Exercise input:
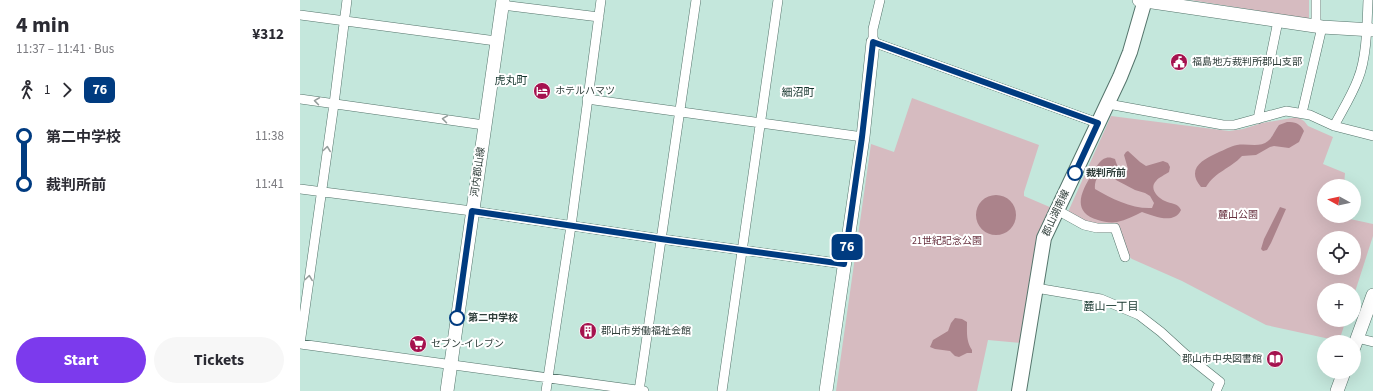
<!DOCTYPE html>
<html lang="en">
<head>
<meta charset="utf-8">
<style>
	:root { --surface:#fff; --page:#f7f7f7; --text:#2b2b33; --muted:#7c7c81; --accent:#7c3aed }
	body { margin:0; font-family:"Source Sans 3","Noto Sans JP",sans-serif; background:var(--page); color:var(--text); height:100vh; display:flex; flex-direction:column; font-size:15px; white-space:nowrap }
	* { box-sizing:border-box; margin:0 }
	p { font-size:13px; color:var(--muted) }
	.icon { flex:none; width:22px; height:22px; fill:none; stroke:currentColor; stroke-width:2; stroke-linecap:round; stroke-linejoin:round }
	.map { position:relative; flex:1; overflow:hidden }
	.details { display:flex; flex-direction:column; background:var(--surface); width:300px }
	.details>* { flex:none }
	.badge { padding:0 8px; border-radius:6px; font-size:14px; line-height:26px }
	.needle { width:26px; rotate:278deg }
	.buttons { position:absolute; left:1017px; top:179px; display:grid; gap:8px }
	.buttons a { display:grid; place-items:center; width:44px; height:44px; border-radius:50%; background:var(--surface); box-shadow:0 4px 16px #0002; font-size:20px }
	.map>.badge { position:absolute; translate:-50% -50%; box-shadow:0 0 0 2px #fff }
	.legs { display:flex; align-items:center; gap:6px; height:44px; padding:0 16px; font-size:13px }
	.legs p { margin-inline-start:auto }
	.headline { display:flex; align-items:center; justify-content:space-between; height:68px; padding:0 16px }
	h1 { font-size:22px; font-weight:700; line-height:30px }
	.action { display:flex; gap:8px; margin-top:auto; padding:8px 16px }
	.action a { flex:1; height:46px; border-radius:24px; background:var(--accent); color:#fff; font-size:16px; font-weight:700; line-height:46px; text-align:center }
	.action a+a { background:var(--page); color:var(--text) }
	ul { padding:0 16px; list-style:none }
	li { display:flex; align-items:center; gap:14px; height:48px; font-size:15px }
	li i { display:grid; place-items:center; width:6px; height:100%; margin:0 5px; background:currentColor }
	li i::after { content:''; width:10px; height:10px; margin:-5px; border:3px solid; border-radius:50%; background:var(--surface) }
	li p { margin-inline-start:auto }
	li:first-child i { background:linear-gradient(#0000 50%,currentColor 0) }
	li:last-child i { background:linear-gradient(currentColor 50%,#0000 0) }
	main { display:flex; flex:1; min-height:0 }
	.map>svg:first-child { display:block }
	.green { fill:#d6bbc0; fill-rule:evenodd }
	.water { fill:#ab838b; fill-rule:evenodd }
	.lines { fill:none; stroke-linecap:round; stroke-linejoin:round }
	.street-casing { stroke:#54746b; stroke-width:10 }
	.secondary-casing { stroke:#54746b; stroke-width:14 }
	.primary-casing { stroke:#54746b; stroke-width:16 }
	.street { stroke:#fff; stroke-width:9 }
	.secondary { stroke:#fff; stroke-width:13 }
	.primary { stroke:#fff; stroke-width:14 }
	.oneway { stroke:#969e9c }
	.line-1-casing { stroke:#fff; stroke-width:9 }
	.line-1 { stroke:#003b80; stroke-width:6 }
	.stop-1-dot { fill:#fff; stroke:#003b80; stroke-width:2 }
	.labels { text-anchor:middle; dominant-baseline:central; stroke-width:4; stroke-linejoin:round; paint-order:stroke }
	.poi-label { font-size:10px; fill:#2e3d39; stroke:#fff; text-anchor:start }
	.street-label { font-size:10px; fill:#2e3d39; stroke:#fff }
	.stop-label { font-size:10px; font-weight:bold; fill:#2e3d39; stroke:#fff; text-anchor:start }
	.park-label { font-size:10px; fill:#68313f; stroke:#fff }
	.neighbourhood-label { font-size:11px; fill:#14342c; stroke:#fff }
</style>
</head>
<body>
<main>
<section class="details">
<div class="headline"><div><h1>4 min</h1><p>11:37 – 11:41 · Bus</p></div><b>¥312</b></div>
<div class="legs"><svg class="icon" aria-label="walk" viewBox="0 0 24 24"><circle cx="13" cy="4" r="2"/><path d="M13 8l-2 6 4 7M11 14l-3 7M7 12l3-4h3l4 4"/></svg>1<svg class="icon" aria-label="forward" viewBox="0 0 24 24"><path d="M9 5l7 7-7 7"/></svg><b class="badge" style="background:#003b80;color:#fff">76</b></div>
<ul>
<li><i style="color:#003b80"></i><b>第二中学校</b><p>11:38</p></li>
<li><i style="color:#003b80"></i><b>裁判所前</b><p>11:41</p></li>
</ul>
<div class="action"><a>Start</a><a>Tickets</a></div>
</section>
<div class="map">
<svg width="1073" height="391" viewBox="0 0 1073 391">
	<rect width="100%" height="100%" fill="#c4e7dc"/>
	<path class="green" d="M890,0H1009V19Z
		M612,98L739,145L724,192V196L752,208L721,343L688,340L677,391H536L571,144L594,152Z
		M811,116L929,131L943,129L962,123L997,117L1004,121L1008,126L1033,137L1023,164L1045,173L1044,186H1024V216H1041V217L1073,224V236L1054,295V290H1024V320H1046L1039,341L966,325L882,281L832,259L828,256L815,225C793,225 786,223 768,212ZM1024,238H1054V268H1024Z"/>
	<path class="water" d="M987,122C995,122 1000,123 1004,131L999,142L989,148L974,146L970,147L956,155L942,156C930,169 916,171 906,187H901C886,169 902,160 917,153C924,150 931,146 937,145C947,143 960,148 968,141C973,137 975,130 979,125Z
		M828,151L840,162L846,166L863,161L868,163L870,167L869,172C865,175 859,177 856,181C849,188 857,198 865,201C871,204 878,203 881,210C874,225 854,216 842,212C834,216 826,220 817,222C811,223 804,222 798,220C771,212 781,192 792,174C795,169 800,159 806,158C809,157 812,158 815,159C817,165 818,169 824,171L828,169L824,155L826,152ZM805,169H808C812,172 813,176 816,180L835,190L845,193L850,196L854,203L852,208C832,209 812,199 795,189C794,180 799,174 805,169Z
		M676 215a20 20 0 1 1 40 0a20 20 0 1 1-40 0Z
		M980,207L986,209L971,243L967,250L963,251L961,249L964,239Z
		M655,318L662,319L667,322C667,333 666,341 672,350V353H667L659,357L655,356L650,351L635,349L630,347L633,340L648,331L651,323Z"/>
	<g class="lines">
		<g class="street-casing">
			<path id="street" d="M580,0L573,29V42L798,123
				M202,5L299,17
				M0,15L196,41
				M1016,25V0
				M0,99L184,125
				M287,99L563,137
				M808,104L923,125H934L986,111L1010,115L1034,126L1073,136
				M1002,113L1022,27
				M958,119L978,21
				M1034,126C1042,111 1052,95 1058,79C1067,57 1067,24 1068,0
				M0,189L172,211L361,239L544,264
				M757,210L784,225L797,228H815L825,257
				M736,288L801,299L839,315L861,332L885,354L920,382L916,391
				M1057,338L1073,342
				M0,344L344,391
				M0,344L34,104L47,0
				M246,391L271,226L301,0
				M339,391L396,0
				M422,391L478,0"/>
		</g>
		<g class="secondary-casing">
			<path id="secondary" d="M839,0L1022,27L1073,30
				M1054,347L1073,295
				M147,391L203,0
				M526,391L563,137L573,42
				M1037,391L1044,372"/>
		</g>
		<g class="primary-casing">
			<path id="primary" d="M719,391L744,238L820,77L830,52L845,0"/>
		</g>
		<use href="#street" class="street"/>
		<use href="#secondary" class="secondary"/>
		<use href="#primary" class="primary"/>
	</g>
	<defs><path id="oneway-chevron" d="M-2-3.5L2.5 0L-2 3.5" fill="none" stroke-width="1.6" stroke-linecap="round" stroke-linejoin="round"/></defs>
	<g class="oneway">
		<use href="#oneway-chevron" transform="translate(17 101) rotate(-172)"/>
		<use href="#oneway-chevron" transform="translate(145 119) rotate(-172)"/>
		<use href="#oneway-chevron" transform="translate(27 149) rotate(-82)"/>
		<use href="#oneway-chevron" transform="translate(9 278) rotate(-82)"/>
	</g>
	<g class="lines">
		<g class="line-1-casing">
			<path id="line-1" d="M157,318L172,211L361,239L544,264L562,137L573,42L798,123L775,173"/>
		</g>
		<use href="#line-1" class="line-1"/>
	</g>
	<defs>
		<g id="civic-disc" transform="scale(0.9)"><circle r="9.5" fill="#a5124e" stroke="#fff"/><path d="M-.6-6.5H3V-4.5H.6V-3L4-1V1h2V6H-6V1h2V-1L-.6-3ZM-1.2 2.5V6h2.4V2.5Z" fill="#fff"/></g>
		<g id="hotel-disc" transform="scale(0.9)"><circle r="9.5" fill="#a5124e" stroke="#fff"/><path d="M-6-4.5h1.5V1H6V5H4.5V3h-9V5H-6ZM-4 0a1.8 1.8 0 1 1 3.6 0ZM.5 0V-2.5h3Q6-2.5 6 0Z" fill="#fff"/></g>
		<g id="building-disc" transform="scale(0.9)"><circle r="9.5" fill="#a5124e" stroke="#fff"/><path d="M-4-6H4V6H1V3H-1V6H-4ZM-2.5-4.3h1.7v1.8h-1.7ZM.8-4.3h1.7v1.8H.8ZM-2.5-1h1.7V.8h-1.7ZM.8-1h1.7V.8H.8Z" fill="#fff"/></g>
		<g id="supermarket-disc" transform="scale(0.9)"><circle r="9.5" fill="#a5124e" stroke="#fff"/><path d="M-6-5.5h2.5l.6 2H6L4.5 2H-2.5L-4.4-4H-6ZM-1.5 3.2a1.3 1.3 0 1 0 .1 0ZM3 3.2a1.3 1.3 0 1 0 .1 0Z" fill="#fff"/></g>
		<g id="library-disc" transform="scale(0.9)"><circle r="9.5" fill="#a5124e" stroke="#fff"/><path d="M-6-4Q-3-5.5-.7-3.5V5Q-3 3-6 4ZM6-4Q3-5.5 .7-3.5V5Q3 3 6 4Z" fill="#fff"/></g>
	</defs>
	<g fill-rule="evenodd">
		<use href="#civic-disc" x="879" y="62"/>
		<use href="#hotel-disc" x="242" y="91"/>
		<use href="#building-disc" x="288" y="331"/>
		<use href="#supermarket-disc" x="118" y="344"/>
		<use href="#library-disc" x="975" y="359"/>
	</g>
	<g class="stop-1-dot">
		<circle cx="775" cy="173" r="7"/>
		<circle cx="157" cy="318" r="7"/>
	</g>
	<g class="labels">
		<g class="poi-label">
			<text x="892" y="62">福島地方裁判所郡山支部</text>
			<text x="255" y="91">ホテルハマツ</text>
			<text x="301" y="331">郡山市労働福祉会館</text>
			<text x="131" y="344">セブン-イレブン</text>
			<text x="962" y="359" text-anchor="end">郡山市中央図書館</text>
		</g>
		<g class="street-label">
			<text transform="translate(178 172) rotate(-82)">河内郡山線</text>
			<text transform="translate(756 213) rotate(-65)">郡山湖南線</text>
		</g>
		<g class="stop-label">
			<text x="786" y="173">裁判所前</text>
			<text x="168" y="318">第二中学校</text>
		</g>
		<g class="park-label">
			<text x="938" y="215">麓山公園</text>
			<text x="647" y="241">21世紀記念公園</text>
		</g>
		<g class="neighbourhood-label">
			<text x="211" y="80">虎丸町</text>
			<text x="498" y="92">細沼町</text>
			<text x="811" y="306">麓山一丁目</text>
		</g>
	</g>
</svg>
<div class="buttons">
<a><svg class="needle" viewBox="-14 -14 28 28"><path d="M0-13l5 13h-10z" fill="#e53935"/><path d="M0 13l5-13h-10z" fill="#7c7c81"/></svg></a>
<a><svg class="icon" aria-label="locate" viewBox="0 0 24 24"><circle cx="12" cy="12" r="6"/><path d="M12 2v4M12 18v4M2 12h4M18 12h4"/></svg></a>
<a>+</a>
<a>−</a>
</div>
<b class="badge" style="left:547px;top:247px;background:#003b80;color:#fff">76</b>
</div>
</main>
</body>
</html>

What you have to do: Return, exactly as they stand, the lines from the opening line of the listing through the line with "--surface:#fff; --page:#f7f7f7; --text:#2b2b33;", both ends counted, and no pictures.

The answer:
<!DOCTYPE html>
<html lang="en">
<head>
<meta charset="utf-8">
<style>
	:root { --surface:#fff; --page:#f7f7f7; --text:#2b2b33; --muted:#7c7c81; --accent:#7c3aed }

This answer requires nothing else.